Which of the three Johnson women in "Everyday Use" undergoes the most personal growth?

Without question, Mama is the character who undergoes the most personal growth in the story. She begins the story with a dream of being reunited with her daughter, Dee, on a television show,


where the child who has "made it" is confronted, as a surprise, by her own mother and father [....]. On TV mother and child embrace and smile into each other's faces [...] [and] the child wraps [her parents] in her arms and leans across the table to tell how she would not have made it without their help.



She seems to want to please Dee, or to, at least, not be a source of embarrassment to her. By the end of the story, however, having agreed to give Dee a number of items that Dee has never cared about before, things that Mama and Maggie still use, Mama's perspective on her daughters changes. Though Mama had promised Maggie some family quilts, Dee insists that they should be hers instead. After a bit of an altercation, Maggie says that her sister can take them. Mama thinks, "She looked at her sister with something like fear but she wasn't mad at her. This was Maggie's portion. This was the way she knew God to work." Maggie has always played second fiddle to Dee; she is used to Dee getting whatever she wants and Maggie takes the leavings. All of a sudden, Mama has an epiphany. She says,



When I looked at her like that something hit me in the top of my head and ran down to the soles of my feet. Just like when I'm in church and the spirit of God touches me and I get happy and shout. 

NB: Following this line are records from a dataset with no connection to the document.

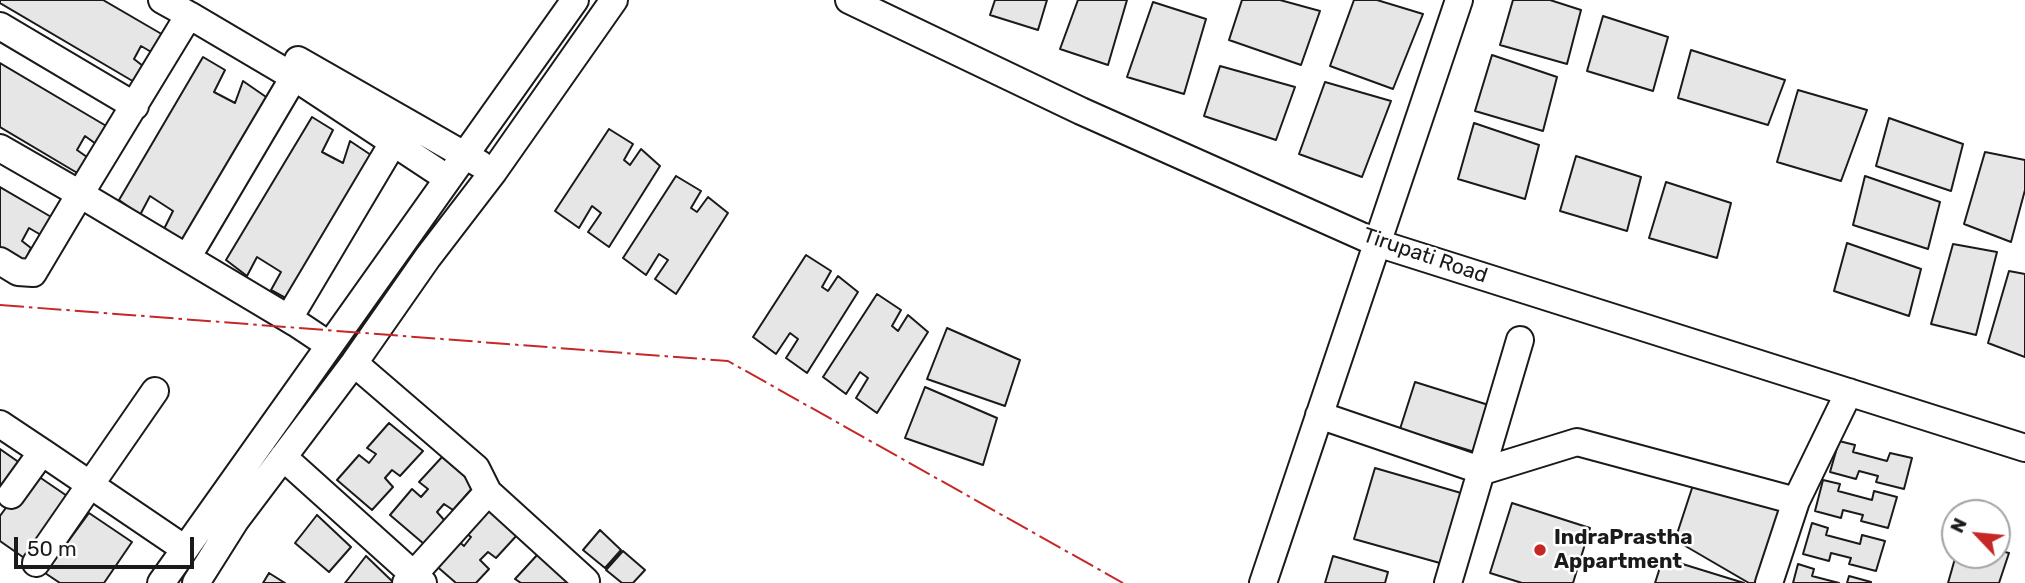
<!DOCTYPE html>
<style>
body{margin:0}
#map{position:relative;width:2025px;height:583px;overflow:hidden;background:#fff;font-family:Rubik,sans-serif}
canvas{display:block}
.north{position:absolute;left:1941px;top:499px;width:70px;height:70px;box-sizing:border-box;background:#fff;border:2px solid #a3a3a3;border-radius:50%;rotate:296deg;font-size:19px;font-weight:700;line-height:28px;text-align:center;color:#1a1a1a}
.north::after{content:'';display:block;margin:auto;width:24px;height:32px;background:#c62828;clip-path:polygon(50% 0,100% 100%,50% 72%,0 100%)}
.scale{position:absolute;left:14px;top:537px;width:180px;height:32px;box-sizing:border-box;border:4px solid #1a1a1a;border-top:0;padding-left:9px;font-size:21px;line-height:24px;white-space:nowrap;color:#1a1a1a;-webkit-text-stroke:5px #fff;paint-order:stroke}
</style>
<div id="map">
<canvas width="2025" height="583"></canvas>
<div class="north">N</div>
<div class="scale">50 m</div>
</div>
<script>
const context = document.querySelector('canvas').getContext('2d');
context.lineJoin = 'round';
function fillPath(path, color) { context.fillStyle = color; context.fill(path, 'evenodd'); }
const toPath = rows => new Path2D(rows.map(r => 'M' + r).join(''));
function trace(path, color, width, dash) { context.strokeStyle = color; context.lineWidth = width; context.lineCap = dash ? 'butt' : 'round'; context.setLineDash(dash || []); context.stroke(path); }
function drawText(font, color, halo, rows, align = 'center') {
  context.font = font + ' Rubik,sans-serif'; context.lineWidth = 5; context.setLineDash([]); context.textBaseline = 'middle'; context.strokeStyle = halo; context.fillStyle = color; for (const [text, x, y, turn = 0] of rows) {
    context.save(); context.translate(x, y); context.rotate((+turn || 0) * Math.PI / 180); context.textAlign = isNaN(turn) ? turn : align; if (halo) context.strokeText(text, 0, 0); context.fillText(text, 0, 0); context.restore();
  }
}
const building = toPath([
 [0,0,103,0,165,36,153,53,141,46,134,59,143,66,136,83,0,3,0,0],
 [995,0,1047,0,1038,30,990,15,995,0],
 [1078,0,1127,0,1108,65,1060,49,1078,0],
 [1242,0,1280,0,1320,11,1301,65,1229,40,1242,0],
 [1354,0,1377,0,1423,14,1393,89,1330,66,1354,0],
 [1513,0,1550,0,1581,10,1567,64,1500,45,1513,0],
 [1153,2,1206,19,1184,94,1127,77,1153,2],
 [1603,16,1668,37,1653,91,1587,71,1603,16],
 [1691,50,1785,80,1768,125,1678,98,1691,50],
 [1492,55,1557,77,1543,131,1475,111,1492,55],
 [203,57,225,70,214,92,235,103,243,81,269,99,183,241,164,229,173,211,150,196,140,215,119,200,203,57],
 [0,63,108,127,96,144,85,136,77,150,87,157,79,174,0,127,0,63],
 [1220,66,1295,87,1276,140,1204,116,1220,66],
 [1325,82,1391,101,1362,177,1299,154,1325,82],
 [1798,90,1867,110,1841,181,1777,162,1798,90],
 [312,117,333,130,322,152,343,163,350,141,377,159,291,301,271,290,281,272,257,257,247,276,226,260,312,117],
 [1889,118,1963,144,1951,191,1876,166,1889,118],
 [1474,123,1539,145,1525,199,1458,179,1474,123],
 [609,129,633,144,624,160,630,165,641,149,660,166,609,247,588,232,601,213,592,206,579,228,555,211,609,129],
 [1985,152,2025,160,2025,190,2011,242,1964,224,1985,152],
 [1576,156,1641,177,1627,231,1560,211,1576,156],
 [676,176,701,191,691,208,697,212,708,197,728,213,676,294,655,279,668,260,659,254,646,275,623,258,676,176],
 [1865,176,1940,202,1928,249,1853,225,1865,176],
 [1666,182,1731,203,1717,258,1649,238,1666,182],
 [0,187,53,218,41,235,29,228,22,241,31,248,23,265,0,251,0,187],
 [1847,243,1921,269,1909,316,1834,291,1847,243],
 [1953,244,1997,252,1976,335,1931,324,1953,244],
 [806,255,831,271,822,287,828,291,838,276,858,292,807,373,786,358,798,339,790,333,776,354,753,337,806,255],
 [2009,271,2025,274,2025,357,1988,343,2009,271],
 [877,294,901,310,892,326,898,331,908,315,928,332,877,413,856,398,868,378,860,372,846,394,823,377,877,294],
 [947,328,1020,360,1005,406,927,379,947,328],
 [1415,382,1495,407,1481,454,1400,429,1415,382],
 [925,387,997,418,983,465,905,438,925,387],
 [389,423,423,451,400,476,392,470,385,478,393,487,372,510,337,480,359,455,369,463,376,454,367,448,389,423],
 [1839,441,1855,445,1853,452,1887,461,1890,453,1912,458,1904,489,1876,482,1878,476,1859,471,1856,479,1830,472,1839,441],
 [0,449,20,463,0,493,0,449],
 [442,457,475,485,453,510,444,504,437,512,445,521,424,544,390,515,412,489,421,497,428,489,419,482,442,457],
 [1375,468,1468,495,1447,565,1354,539,1375,468],
 [32,472,73,500,30,562,0,541,0,516,32,472],
 [1696,476,1784,505,1756,583,1749,583,1675,540,1696,476],
 [1823,480,1840,484,1838,491,1872,500,1874,491,1897,497,1888,528,1861,521,1863,515,1843,510,1841,518,1815,511,1823,480],
 [1512,503,1590,528,1573,583,1522,583,1490,573,1512,503],
 [485,505,518,534,496,558,488,552,480,560,489,569,476,583,456,583,433,563,455,538,464,546,471,537,462,530,485,505],
 [89,513,132,542,104,583,60,583,45,573,89,513],
 [317,515,351,547,329,572,295,543,317,515],
 [1812,523,1828,528,1826,535,1860,544,1862,535,1885,541,1876,571,1849,564,1851,558,1831,553,1829,561,1803,554,1812,523],
 [600,530,621,550,605,568,583,550,600,530],
 [1997,550,2009,553,1999,583,1948,583,1956,555,1997,555,1997,550],
 [623,551,645,570,633,583,622,583,606,570,623,551],
 [538,554,570,583,521,583,515,579,538,554],
 [366,556,394,583,345,583,366,556],
 [1333,556,1388,572,1385,583,1325,583,1333,556],
 [1663,558,1744,583,1655,583,1663,558],
 [1798,564,1814,569,1812,576,1839,583,1793,583,1798,564],
 [269,573,285,583,263,583,269,573],
 [1849,576,1871,582,1871,583,1847,583,1849,576]
]);
const minor = toPath([
 [162,0,189,15],
 [849,0,1081,111,1377,243,2025,448],
 [0,26,135,106],
 [298,60,480,164],
 [0,148,80,194,33,273,18,272,0,261],
 [187,258,294,77],
 [289,318,393,143],
 [329,345,296,323,80,194,189,15,294,77,447,178],
 [354,363,476,468,488,492,586,581,585,583],
 [1319,415,1483,471,1577,442,1796,501,1769,583],
 [0,424,42,452],
 [283,457,423,583],
 [11,495,42,452,185,549],
 [1796,501,1849,392],
 [36,563,155,391],
 [161,583,575,0],
 [196,583,235,521,354,363,428,257,494,171,614,0],
 [406,583,488,492],
 [1263,583,1459,0],
 [1448,583,1520,340]
]);
const power = toPath([
 [0,305,728,361,1123,583]
]);
const markers = [
 [1540,550,7,"#c62828"]
];
const streetNames = [
 ["Tirupati Road",1425,256,19]
];
const poiNames = [
 ["IndraPrastha",1554,538],
 ["Appartment",1554,562]
];
fillPath(building, '#e6e6e6');
trace(building, '#1a1a1a', 2);
trace(minor, '#1a1a1a', 30);
trace(minor, '#fff', 26);
trace(power, '#c62828', 2, [24, 5, 3.5, 5]);
for (const [x, y, r, color] of markers) { const dot = new Path2D(); dot.arc(x, y, r, 0, 2 * Math.PI); context.fillStyle = color; context.fill(dot); trace(dot, '#fff', 2.5); }
drawText('21px', '#1a1a1a', '#fff', streetNames);
drawText('bold 21px', '#1a1a1a', '#fff', poiNames, 'left');
</script>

Just then, she snatches the quilts out of Dee's arms and drops them into Maggie's lap, shocking them both completely. And at the end, Mama and Maggie sit companionably, feeling very happy, after Dee has left. It seems that Mama has a new understanding and respect for Maggie and it has made them both very content.


Dee ends the story in much the same way that she began: selfish, superior, and ungrateful. Maggie, by the end, seems somewhat happier, but this seems to be caused more by Mama's new understanding and appreciation of her rather than any fundamental change to herself.